-- Data provided follows --

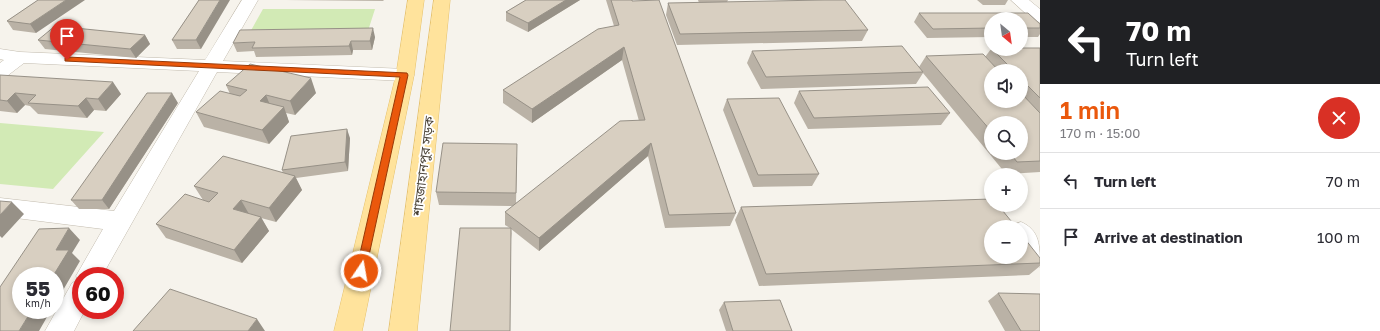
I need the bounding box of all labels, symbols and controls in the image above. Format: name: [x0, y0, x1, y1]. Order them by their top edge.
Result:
north arrow: [984, 12, 1028, 56]
map controls: [984, 12, 1028, 264]
text: 70 m: [1126, 14, 1191, 47]
icon: left: [1060, 16, 1112, 68]
pin: [50, 19, 84, 60]
icon: arrive: [56, 25, 78, 47]
text: Turn left: [1126, 48, 1199, 70]
button: sound: [984, 64, 1028, 108]
text: 1 min: [1060, 95, 1120, 124]
button: close: [1318, 97, 1360, 139]
street label: শাহজাহানপুর সড়ক: [409, 115, 438, 218]
button: search: [984, 116, 1028, 160]
text: 170 m · 15:00: [1060, 125, 1140, 141]
button: +: [984, 168, 1028, 212]
icon: left: [1060, 170, 1082, 192]
text: Turn left: [1094, 172, 1156, 190]
text: 70 m: [1326, 172, 1360, 190]
button: −: [984, 220, 1028, 264]
icon: arrive: [1060, 226, 1082, 248]
text: Arrive at destination: [1094, 228, 1243, 246]
text: 100 m: [1317, 228, 1360, 246]
position arrow: [340, 250, 382, 292]
speed limit sign: 60: [72, 267, 124, 319]
text: 55: [26, 276, 50, 300]
text: km/h: [25, 297, 51, 309]

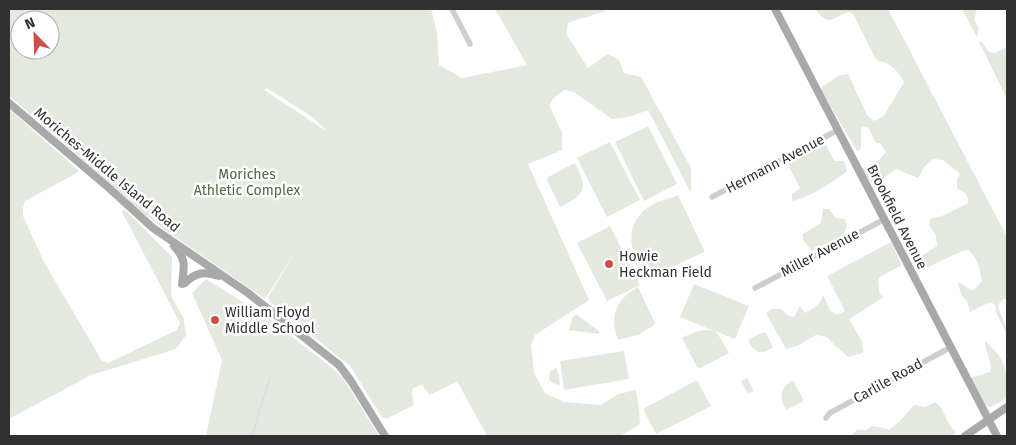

-- Data provided concluded --

Work required
Gather every line from the listing above in which the word "text" appears.

Exercise output
text: 70 m: [1126, 14, 1191, 47]
text: Turn left: [1126, 48, 1199, 70]
text: 1 min: [1060, 95, 1120, 124]
text: 170 m · 15:00: [1060, 125, 1140, 141]
text: Turn left: [1094, 172, 1156, 190]
text: 70 m: [1326, 172, 1360, 190]
text: Arrive at destination: [1094, 228, 1243, 246]
text: 100 m: [1317, 228, 1360, 246]
text: 55: [26, 276, 50, 300]
text: km/h: [25, 297, 51, 309]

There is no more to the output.